The acquisition was accounted for under the purchase method of
accounting and is expected to result in the purchase price being
allocated to tangible assets, specific intangible assets such as
trademarks, developed technology, experienced workforce and goodwill.
Pending the results of an independent appraisal to allocate the
purchase price, the ultimate value assigned to the consideration given
for ITIS and the value received has not been determined. Considering
the unregistered nature of the ILL shares conveyed, the limited trading
activity of ILL's common stock, the closely held nature of ITIS, and
the significant related party activity between the entities and their
shareholders, a significant discount from the traded price of ILL at
April 28, 2000 is likely. ILL has preliminarily estimated this value at
approximately $12.4 million, which would result in the remainder being
allocated to intangible assets.
14
<PAGE>
ITIS, INC.
NOTES TO FINANCIAL STATEMENTS
NOTE A BASIS OF PRESENTATION AND SUMMARY OF SIGNIFICANT ACCOUNTING POLICIES
(CONTINUED)
UNAUDITED INTERIM FINANCIAL STATEMENTS - The accompanying balance sheet
as of March 31, 2000 and the statements of operations and retained
earnings and cash flows for the three months ended March 31, 2000 and
1999 are unaudited but, in the opinion of management, include all
adjustments, consisting only of normal recurring adjustments, necessary
for a fair presentation of results for the interim periods. Results for
the three months ended March 21, 2000 are not necessarily indicative of
the results that may be expected for the fiscal year ending December
31, 2000.
ESTIMATES - The preparation of financial statements in conformity with
generally accepted accounting principles requires management to make
estimates and assumptions that affect the reported amounts of assets
and liabilities and disclosure of contingent assets and liabilities at
the date of the financial statements and the reported amounts of
revenues and expenses during the reporting period. Actual results could
differ from those estimates and the results could have a material
impact on the operations of ITIS.
CONCENTRATIONS OF CREDIT RISK - Financial instruments that potentially
subject ITIS to concentrations of credit risk consist principally of
trade receivables and cash. ITIS places its cash with high quality
financial institutions. Generally, no collateral or other security is
required to support customer receivables. To reduce credit risk, a
customer's credit history is reviewed before extending credit. During
1998, ITIS wrote off $1,530,083 of uncollectible accounts receivables
due from unrelated entities. During 1999, the majority of revenues were
generated from NLL.
FIXED ASSETS - Fixed assets are stated at cost less accumulated
depreciation. Depreciation is computed using accelerated methods over
estimated useful lives of five to seven years.

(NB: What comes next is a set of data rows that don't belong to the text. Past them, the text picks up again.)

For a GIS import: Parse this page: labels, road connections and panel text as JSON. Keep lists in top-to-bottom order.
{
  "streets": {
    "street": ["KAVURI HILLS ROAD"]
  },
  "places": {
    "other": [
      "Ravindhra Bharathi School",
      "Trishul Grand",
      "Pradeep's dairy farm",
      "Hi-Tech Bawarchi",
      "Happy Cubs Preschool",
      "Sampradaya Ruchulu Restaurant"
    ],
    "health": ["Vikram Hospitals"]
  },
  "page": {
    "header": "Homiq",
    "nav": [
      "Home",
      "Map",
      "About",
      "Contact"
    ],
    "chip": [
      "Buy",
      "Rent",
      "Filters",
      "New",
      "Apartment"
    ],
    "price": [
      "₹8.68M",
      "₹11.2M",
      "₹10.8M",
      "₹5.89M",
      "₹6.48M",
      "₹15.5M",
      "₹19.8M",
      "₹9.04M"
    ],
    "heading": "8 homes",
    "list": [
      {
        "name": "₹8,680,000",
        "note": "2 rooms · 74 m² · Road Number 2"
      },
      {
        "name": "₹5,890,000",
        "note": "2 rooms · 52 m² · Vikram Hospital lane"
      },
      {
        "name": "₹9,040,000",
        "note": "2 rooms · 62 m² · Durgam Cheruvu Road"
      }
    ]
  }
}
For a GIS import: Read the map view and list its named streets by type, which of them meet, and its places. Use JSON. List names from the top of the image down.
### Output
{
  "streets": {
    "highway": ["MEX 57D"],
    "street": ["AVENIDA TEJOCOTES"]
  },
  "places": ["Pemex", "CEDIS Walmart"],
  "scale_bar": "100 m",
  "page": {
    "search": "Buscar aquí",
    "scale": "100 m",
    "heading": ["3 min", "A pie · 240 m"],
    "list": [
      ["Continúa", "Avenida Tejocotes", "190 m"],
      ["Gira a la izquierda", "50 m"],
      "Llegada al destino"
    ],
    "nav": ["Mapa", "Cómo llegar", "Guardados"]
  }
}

When properties are retired or otherwise disposed of, the cost and the
applicable accumulated depreciation and amortization are removed from
the respective accounts and the resulting gain or loss is reflected in
earnings.
FAIR VALUE OF FINANCIAL INSTRUMENTS - At December 31, 1999 and 1998,
ITIS estimates that the fair values of financial instruments
approximate their recorded costs.
REVENUE RECOGNITION - ITIS recognizes revenues when products are
delivered or services are rendered.
15
<PAGE>
ITIS, INC.
NOTES TO FINANCIAL STATEMENTS
NOTE A BASIS OF PRESENTATION AND SUMMARY OF SIGNIFICANT ACCOUNTING POLICIES
(CONTINUED)
INCOME TAXES - ITIS accounts for income taxes in accordance with the
liability method prescribed by SFAS No. 109, "Accounting for Income
Taxes." Under this method, deferred income taxes reflect the impact of
temporary differences between financial accounting and tax bases of
assets and liabilities. Deferred tax assets are evaluated for
realization based on a more-likely-than-not criteria in determining if
a valuation allowance should be provided.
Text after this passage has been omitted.